I due zaini di medicine e vestiti, che abbiamo radunato tra gli amici, sono ben poca cosa rispetto a tutte le necessità che dobbiamo affrontare. Gli alimenti scarseggiano, soprattutto – incredibile ironia – i prodotti della terra. Persino i bambini, che di solito allontanano il cetriolo dal piatto, rimpiangono il singolare sapore di questa verdura. La terra ritarda a cicatrizzare le ferite. Il piccolo agricoltore autonomo ha visto aumentare le pressioni affinché venda il suo raccolto allo Stato invece che ai mercati liberi, dove potrebbe ottenere maggiori guadagni. Questa situazione produce disinteresse produttivo e scaffali vuoti nei punti vendita. Ancora una volta, come negli avversi anni Novanta, bisogna uscire dalla città per comprare un po’ di yucca, cipolla o un pezzo di maiale.
Tra L’Avana e Pinar del Río due punti di controllo polizieschi scelgono a caso le auto per controllare che nessuno smerci latte, formaggio o tuberi. Come quei sofisticati apparecchi medici utilizzati per guardare dentro il corpo umano, la gente ha soprannominato “somatón”* queste perquisizioni.
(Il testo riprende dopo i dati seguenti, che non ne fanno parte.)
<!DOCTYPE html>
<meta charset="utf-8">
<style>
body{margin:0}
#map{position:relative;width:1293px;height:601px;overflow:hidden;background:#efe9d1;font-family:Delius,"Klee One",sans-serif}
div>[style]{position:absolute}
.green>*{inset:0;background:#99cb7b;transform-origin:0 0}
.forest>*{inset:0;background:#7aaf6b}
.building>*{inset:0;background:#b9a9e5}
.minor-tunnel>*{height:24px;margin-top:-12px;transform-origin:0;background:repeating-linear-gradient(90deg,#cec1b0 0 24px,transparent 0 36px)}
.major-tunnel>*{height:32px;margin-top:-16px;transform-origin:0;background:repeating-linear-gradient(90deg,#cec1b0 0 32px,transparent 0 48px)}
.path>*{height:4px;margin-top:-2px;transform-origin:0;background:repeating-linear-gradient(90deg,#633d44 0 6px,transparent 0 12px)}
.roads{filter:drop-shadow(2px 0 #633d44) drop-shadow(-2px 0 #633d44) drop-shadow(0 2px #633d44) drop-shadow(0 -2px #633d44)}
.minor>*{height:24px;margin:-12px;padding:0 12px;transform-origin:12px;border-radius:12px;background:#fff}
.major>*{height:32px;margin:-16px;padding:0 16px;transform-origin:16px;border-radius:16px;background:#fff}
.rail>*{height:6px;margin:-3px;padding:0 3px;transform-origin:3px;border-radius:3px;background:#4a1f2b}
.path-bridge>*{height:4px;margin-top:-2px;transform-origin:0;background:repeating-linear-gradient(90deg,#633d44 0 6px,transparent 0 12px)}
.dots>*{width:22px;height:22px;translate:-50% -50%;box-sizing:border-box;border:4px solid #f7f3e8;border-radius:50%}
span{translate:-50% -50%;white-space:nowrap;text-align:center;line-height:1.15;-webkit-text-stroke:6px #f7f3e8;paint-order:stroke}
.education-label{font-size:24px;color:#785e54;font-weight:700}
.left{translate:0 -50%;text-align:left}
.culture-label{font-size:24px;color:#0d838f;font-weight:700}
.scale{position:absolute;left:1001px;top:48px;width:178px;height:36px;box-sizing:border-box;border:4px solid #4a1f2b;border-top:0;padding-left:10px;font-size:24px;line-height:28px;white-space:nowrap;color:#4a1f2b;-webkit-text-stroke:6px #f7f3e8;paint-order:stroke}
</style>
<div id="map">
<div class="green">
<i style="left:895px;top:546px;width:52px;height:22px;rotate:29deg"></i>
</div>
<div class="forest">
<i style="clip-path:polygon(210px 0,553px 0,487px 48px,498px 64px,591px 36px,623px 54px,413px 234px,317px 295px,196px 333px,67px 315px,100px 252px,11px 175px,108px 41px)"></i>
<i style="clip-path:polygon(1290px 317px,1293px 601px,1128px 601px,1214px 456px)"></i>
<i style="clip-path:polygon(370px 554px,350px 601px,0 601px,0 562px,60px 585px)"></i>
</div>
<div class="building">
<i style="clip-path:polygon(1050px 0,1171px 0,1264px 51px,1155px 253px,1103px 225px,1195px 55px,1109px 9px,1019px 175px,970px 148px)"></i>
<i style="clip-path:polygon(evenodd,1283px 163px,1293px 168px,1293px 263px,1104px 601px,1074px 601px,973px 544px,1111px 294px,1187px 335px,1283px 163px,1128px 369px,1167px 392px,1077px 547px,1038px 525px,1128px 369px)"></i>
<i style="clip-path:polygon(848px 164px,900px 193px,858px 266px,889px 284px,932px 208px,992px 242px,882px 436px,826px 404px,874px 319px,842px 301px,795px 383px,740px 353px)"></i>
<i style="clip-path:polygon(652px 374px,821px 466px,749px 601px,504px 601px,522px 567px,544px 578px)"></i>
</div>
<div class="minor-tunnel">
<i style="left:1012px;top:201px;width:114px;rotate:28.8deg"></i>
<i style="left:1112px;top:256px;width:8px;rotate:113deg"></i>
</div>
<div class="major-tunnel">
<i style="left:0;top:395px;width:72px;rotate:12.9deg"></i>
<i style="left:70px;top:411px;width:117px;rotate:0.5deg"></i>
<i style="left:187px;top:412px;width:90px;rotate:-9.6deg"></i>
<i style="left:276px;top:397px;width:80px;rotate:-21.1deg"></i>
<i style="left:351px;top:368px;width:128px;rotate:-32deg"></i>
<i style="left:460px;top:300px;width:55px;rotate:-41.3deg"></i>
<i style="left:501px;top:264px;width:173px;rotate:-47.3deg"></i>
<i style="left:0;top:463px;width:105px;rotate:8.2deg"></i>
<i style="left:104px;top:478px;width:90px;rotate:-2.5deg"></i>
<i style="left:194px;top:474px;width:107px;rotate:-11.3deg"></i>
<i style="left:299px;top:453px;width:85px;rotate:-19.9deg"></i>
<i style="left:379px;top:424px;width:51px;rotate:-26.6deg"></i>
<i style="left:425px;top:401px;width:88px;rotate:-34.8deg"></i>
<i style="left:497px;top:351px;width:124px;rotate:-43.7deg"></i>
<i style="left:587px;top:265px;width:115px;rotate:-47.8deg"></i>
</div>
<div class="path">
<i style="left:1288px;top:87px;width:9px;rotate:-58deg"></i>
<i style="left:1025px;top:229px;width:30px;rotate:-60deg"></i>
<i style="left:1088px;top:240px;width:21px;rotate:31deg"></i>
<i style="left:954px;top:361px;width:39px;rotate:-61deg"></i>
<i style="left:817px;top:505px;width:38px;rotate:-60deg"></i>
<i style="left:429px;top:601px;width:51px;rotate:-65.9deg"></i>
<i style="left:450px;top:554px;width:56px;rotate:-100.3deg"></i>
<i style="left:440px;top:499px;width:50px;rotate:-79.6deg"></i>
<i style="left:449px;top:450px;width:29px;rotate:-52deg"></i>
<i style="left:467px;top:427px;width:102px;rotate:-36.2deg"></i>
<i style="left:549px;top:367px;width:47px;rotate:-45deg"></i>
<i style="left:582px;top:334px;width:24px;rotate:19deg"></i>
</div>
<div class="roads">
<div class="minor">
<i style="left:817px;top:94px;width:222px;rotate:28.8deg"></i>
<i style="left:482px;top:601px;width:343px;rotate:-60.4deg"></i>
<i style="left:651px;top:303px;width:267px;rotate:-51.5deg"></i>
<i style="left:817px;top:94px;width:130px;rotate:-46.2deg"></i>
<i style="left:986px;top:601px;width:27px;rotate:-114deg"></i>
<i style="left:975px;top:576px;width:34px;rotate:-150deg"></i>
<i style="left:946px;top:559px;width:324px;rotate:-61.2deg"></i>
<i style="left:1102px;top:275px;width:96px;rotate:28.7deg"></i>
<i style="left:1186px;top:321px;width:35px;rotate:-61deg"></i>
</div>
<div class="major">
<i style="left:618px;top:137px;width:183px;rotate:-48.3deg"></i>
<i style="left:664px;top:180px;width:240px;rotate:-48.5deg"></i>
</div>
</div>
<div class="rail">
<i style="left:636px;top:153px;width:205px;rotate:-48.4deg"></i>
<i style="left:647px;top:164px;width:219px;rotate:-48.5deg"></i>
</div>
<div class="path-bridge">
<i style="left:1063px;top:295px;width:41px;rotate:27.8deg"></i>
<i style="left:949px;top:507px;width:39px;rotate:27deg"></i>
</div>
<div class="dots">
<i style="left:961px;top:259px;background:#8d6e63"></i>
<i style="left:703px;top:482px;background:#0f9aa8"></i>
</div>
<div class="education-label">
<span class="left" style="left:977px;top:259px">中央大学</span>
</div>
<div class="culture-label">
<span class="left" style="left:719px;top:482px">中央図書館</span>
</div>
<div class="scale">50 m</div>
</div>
I venditori illegali mostrano la loro mercanzia nei tratti di strada meno sorvegliati e si nascondono quando passa un’auto della polizia.
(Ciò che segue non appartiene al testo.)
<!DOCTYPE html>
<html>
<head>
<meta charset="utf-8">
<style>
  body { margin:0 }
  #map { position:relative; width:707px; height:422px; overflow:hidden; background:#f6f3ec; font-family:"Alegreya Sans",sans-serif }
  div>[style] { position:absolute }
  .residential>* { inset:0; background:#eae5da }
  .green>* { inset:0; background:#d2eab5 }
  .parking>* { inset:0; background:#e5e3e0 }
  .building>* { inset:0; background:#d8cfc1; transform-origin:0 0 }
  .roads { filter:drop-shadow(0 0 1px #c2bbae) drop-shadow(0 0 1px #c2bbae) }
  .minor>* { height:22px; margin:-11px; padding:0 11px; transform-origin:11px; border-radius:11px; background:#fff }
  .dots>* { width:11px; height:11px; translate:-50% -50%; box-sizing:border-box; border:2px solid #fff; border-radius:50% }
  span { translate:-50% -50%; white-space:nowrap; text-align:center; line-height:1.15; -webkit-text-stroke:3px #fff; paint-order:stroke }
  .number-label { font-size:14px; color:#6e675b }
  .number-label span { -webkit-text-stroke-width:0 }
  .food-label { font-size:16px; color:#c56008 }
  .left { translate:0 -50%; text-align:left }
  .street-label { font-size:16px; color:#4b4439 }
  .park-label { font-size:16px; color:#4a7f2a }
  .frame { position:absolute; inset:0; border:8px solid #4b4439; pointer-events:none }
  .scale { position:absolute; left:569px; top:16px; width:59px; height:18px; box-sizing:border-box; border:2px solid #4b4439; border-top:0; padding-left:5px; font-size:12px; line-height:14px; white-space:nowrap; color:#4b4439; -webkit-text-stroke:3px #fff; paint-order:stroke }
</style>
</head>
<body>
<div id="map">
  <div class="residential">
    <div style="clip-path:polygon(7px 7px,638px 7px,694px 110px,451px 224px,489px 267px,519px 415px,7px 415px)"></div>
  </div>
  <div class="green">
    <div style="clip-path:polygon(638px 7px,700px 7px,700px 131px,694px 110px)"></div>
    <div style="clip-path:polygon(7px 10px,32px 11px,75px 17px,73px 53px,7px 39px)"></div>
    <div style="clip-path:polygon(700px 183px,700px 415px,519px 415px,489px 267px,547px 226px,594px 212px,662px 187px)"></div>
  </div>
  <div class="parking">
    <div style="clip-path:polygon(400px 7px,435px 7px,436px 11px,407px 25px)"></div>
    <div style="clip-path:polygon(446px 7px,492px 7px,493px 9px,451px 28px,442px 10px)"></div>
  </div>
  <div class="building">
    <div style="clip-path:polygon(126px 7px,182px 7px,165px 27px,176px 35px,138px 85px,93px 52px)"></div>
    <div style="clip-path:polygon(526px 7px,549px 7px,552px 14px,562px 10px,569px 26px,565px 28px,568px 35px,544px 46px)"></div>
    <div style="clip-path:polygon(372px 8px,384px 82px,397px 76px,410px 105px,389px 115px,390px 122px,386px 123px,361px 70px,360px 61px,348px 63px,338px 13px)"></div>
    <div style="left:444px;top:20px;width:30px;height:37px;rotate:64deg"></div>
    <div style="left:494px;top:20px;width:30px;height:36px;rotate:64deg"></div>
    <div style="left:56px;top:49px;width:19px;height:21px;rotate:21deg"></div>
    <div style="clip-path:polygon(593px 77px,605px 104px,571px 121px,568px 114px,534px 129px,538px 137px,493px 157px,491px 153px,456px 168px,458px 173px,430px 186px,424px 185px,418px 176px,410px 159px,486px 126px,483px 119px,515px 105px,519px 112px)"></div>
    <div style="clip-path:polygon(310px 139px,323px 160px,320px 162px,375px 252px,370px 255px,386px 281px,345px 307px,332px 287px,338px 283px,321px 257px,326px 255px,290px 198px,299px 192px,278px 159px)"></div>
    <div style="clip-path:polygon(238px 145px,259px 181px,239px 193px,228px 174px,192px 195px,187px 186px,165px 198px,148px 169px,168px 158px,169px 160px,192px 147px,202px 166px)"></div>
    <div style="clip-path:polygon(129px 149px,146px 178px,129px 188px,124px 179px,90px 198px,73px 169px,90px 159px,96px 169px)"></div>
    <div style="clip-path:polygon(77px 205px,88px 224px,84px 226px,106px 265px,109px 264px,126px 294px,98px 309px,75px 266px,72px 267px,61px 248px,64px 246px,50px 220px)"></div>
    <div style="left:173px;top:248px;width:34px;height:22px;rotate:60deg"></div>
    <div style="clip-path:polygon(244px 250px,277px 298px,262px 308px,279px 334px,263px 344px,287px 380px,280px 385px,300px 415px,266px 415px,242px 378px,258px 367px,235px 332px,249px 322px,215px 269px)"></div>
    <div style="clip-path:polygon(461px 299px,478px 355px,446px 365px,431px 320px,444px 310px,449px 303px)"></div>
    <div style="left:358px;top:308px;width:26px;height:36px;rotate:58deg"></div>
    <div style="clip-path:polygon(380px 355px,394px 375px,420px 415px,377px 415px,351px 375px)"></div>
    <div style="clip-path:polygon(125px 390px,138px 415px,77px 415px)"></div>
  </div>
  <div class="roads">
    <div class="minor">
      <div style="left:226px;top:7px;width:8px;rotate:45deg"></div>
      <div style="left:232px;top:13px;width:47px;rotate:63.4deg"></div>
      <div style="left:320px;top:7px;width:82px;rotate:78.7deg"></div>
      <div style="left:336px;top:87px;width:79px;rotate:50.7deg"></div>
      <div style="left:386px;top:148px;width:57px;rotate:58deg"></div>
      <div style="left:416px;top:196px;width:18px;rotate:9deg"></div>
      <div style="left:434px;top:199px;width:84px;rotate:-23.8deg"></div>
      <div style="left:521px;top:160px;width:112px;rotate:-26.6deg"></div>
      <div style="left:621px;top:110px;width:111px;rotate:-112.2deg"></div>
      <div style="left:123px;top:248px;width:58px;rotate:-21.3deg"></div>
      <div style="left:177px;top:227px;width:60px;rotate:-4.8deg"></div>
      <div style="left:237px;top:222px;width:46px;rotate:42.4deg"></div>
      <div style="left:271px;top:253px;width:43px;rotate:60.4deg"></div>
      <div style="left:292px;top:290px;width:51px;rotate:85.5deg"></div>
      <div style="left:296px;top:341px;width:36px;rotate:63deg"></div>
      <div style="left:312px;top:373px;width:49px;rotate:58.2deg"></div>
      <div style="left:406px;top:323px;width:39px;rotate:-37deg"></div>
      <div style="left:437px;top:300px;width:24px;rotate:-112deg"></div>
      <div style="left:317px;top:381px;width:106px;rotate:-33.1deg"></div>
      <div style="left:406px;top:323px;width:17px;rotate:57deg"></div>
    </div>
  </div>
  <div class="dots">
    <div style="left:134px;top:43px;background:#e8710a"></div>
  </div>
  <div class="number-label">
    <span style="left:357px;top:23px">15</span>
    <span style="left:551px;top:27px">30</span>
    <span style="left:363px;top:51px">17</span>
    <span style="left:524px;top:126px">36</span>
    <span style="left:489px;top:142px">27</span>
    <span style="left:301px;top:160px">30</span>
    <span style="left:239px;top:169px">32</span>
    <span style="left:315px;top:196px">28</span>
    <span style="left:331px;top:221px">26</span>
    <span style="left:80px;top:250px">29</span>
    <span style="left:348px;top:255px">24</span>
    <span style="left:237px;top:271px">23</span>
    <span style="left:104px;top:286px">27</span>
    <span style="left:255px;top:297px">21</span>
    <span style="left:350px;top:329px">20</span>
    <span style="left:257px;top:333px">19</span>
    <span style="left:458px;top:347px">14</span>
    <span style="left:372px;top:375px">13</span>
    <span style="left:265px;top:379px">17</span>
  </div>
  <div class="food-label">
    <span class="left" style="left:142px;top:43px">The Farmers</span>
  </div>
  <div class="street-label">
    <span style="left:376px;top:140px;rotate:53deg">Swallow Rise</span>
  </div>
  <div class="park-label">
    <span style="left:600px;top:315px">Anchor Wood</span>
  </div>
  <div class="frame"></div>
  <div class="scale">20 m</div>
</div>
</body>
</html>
Per i mezzi informativi il disastro è una notizia che sta perdendo importanza, ma nella vita dei danneggiati resta all’ordine del giorno. Bisogna evitare che la mancanza di memoria copra questa situazione, che il trionfalismo faccia credere che è già tutto passato, che la valanga di notizie positive nasconda l’intensità della catastrofe. Ricordo a tutti che bisogna andare nelle zone colpite, consegnare direttamente gli aiuti e raccogliere le testimonianze sul posto. I venti dell’uragano continuano a soffiare sulla vita di quelle persone e non accennano a diminuire solo perché ci tappiamo le orecchie.
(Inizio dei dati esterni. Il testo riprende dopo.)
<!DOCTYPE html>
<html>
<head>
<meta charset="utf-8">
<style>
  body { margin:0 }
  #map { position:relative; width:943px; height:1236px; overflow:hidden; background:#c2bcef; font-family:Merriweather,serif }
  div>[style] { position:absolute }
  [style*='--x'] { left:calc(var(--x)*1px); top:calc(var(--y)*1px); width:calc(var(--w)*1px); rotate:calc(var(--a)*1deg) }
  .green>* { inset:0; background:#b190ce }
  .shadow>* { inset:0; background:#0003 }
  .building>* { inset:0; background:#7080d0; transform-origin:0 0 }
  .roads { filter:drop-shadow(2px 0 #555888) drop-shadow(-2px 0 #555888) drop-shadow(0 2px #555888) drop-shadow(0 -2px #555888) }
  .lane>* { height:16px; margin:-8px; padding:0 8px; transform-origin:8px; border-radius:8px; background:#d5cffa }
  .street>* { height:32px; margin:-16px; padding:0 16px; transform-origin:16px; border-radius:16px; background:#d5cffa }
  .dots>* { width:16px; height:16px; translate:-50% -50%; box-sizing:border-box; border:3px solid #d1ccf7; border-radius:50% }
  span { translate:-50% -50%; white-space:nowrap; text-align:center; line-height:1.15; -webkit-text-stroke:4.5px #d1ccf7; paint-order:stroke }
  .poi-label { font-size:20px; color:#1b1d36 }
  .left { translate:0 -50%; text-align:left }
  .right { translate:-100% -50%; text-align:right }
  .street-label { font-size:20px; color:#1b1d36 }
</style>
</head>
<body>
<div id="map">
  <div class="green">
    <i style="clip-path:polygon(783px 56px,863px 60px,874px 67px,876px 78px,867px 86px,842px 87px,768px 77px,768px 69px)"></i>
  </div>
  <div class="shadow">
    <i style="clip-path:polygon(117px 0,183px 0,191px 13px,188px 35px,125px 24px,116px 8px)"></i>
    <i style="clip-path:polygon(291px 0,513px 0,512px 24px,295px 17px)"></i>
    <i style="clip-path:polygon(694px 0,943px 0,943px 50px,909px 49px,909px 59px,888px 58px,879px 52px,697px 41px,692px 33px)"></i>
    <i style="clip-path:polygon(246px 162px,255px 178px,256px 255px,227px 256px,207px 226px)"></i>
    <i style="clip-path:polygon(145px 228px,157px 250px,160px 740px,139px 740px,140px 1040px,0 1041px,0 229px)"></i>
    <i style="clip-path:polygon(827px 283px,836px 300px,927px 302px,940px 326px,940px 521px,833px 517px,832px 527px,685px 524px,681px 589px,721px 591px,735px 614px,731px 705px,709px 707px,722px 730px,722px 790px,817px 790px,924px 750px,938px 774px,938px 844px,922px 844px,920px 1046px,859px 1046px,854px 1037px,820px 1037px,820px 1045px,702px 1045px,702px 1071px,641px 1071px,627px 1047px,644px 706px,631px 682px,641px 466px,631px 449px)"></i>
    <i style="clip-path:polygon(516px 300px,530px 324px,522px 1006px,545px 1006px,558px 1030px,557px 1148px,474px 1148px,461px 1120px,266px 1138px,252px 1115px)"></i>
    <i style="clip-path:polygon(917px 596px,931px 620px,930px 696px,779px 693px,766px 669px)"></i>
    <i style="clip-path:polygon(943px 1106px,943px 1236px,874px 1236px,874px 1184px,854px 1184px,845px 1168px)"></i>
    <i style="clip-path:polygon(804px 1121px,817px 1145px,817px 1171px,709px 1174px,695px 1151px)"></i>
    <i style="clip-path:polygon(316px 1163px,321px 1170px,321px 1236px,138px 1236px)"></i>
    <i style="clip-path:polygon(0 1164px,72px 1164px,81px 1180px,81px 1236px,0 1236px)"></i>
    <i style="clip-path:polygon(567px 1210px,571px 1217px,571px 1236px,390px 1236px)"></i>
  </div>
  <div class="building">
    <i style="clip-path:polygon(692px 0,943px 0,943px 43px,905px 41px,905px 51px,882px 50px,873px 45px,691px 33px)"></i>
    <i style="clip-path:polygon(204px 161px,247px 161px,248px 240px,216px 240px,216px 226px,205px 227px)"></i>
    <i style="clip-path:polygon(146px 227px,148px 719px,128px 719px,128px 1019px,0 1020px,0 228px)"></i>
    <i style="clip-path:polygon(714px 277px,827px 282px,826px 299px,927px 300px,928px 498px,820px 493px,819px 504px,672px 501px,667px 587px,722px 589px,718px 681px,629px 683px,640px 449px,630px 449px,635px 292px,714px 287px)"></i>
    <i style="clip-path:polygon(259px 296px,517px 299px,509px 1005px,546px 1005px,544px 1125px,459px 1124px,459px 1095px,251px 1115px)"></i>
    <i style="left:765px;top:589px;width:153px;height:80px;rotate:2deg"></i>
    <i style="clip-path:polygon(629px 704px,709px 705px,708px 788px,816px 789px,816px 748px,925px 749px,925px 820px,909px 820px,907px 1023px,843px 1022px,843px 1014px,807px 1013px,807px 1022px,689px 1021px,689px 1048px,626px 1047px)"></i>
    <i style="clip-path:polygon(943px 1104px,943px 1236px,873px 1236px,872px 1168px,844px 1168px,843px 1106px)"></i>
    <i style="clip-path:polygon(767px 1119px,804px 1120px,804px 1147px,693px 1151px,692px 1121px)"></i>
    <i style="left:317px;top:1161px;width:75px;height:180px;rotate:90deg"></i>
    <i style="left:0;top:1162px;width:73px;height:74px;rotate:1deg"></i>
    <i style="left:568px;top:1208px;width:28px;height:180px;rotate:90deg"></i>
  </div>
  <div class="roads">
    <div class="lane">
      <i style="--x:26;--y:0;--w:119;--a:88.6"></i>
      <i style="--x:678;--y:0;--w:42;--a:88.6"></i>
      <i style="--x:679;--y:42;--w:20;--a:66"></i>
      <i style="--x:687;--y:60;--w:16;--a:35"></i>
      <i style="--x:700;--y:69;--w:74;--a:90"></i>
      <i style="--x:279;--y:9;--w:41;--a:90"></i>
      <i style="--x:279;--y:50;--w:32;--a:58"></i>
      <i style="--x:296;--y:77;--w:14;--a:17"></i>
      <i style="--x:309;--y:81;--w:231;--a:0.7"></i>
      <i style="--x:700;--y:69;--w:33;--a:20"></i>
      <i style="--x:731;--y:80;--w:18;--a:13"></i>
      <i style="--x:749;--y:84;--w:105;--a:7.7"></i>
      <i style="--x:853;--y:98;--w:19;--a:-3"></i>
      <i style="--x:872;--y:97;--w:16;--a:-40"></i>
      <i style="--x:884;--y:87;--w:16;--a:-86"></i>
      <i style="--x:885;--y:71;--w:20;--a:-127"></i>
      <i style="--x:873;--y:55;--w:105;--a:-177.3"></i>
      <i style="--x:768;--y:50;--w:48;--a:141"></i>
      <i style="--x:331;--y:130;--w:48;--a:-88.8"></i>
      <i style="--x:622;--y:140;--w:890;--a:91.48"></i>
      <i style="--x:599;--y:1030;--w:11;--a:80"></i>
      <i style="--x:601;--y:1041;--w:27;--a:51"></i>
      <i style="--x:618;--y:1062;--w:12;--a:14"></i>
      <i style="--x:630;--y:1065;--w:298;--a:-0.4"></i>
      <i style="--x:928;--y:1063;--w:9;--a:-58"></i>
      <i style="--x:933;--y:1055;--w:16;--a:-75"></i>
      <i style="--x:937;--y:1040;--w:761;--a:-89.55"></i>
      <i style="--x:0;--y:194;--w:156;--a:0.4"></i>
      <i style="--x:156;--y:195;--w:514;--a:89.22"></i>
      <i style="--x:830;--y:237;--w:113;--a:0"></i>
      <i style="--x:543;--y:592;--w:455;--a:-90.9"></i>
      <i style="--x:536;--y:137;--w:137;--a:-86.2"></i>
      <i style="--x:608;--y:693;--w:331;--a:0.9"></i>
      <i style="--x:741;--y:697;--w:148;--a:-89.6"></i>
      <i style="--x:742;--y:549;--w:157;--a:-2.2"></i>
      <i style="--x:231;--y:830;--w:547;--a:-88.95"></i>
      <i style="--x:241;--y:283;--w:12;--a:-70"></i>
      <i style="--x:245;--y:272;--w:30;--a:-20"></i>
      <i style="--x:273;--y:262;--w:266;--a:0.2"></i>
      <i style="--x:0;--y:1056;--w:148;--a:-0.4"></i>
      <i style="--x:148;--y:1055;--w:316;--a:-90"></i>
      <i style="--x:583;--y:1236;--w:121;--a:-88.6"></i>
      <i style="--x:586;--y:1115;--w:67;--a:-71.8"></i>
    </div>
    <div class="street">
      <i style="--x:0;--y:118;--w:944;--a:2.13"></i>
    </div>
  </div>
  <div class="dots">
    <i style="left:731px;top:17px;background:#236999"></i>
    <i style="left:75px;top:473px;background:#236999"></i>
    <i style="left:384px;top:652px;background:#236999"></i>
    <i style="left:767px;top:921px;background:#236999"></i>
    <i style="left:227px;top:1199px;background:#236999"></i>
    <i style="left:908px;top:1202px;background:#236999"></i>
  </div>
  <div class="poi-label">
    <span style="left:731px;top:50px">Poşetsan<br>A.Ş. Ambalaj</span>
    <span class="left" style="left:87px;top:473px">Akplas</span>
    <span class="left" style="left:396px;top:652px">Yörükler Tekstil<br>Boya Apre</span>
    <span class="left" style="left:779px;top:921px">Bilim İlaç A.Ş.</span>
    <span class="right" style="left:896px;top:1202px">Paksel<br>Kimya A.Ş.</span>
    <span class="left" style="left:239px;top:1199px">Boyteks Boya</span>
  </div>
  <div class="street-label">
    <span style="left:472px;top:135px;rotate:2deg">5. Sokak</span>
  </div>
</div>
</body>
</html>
Fino al 27 di questo mese, ogni nuovo post recherà in calce un promemoria delle votazioni on line per i premi The Bobs. Ricordo che Generación Y sta concorrendo per tre categoria: miglior weblog, premio speciale Reporter senza frontiere e miglior blog in spagnolo. Qui il link per votare.
Traduzione di Gordiano Lupi
* Nota del traduttore: Il nome commerciale della TAC è somatóm. Yoani vuol dire che questi punti di controllo sono come una TAC, scovano tutto in profondità e ti portano via quello che nascondi.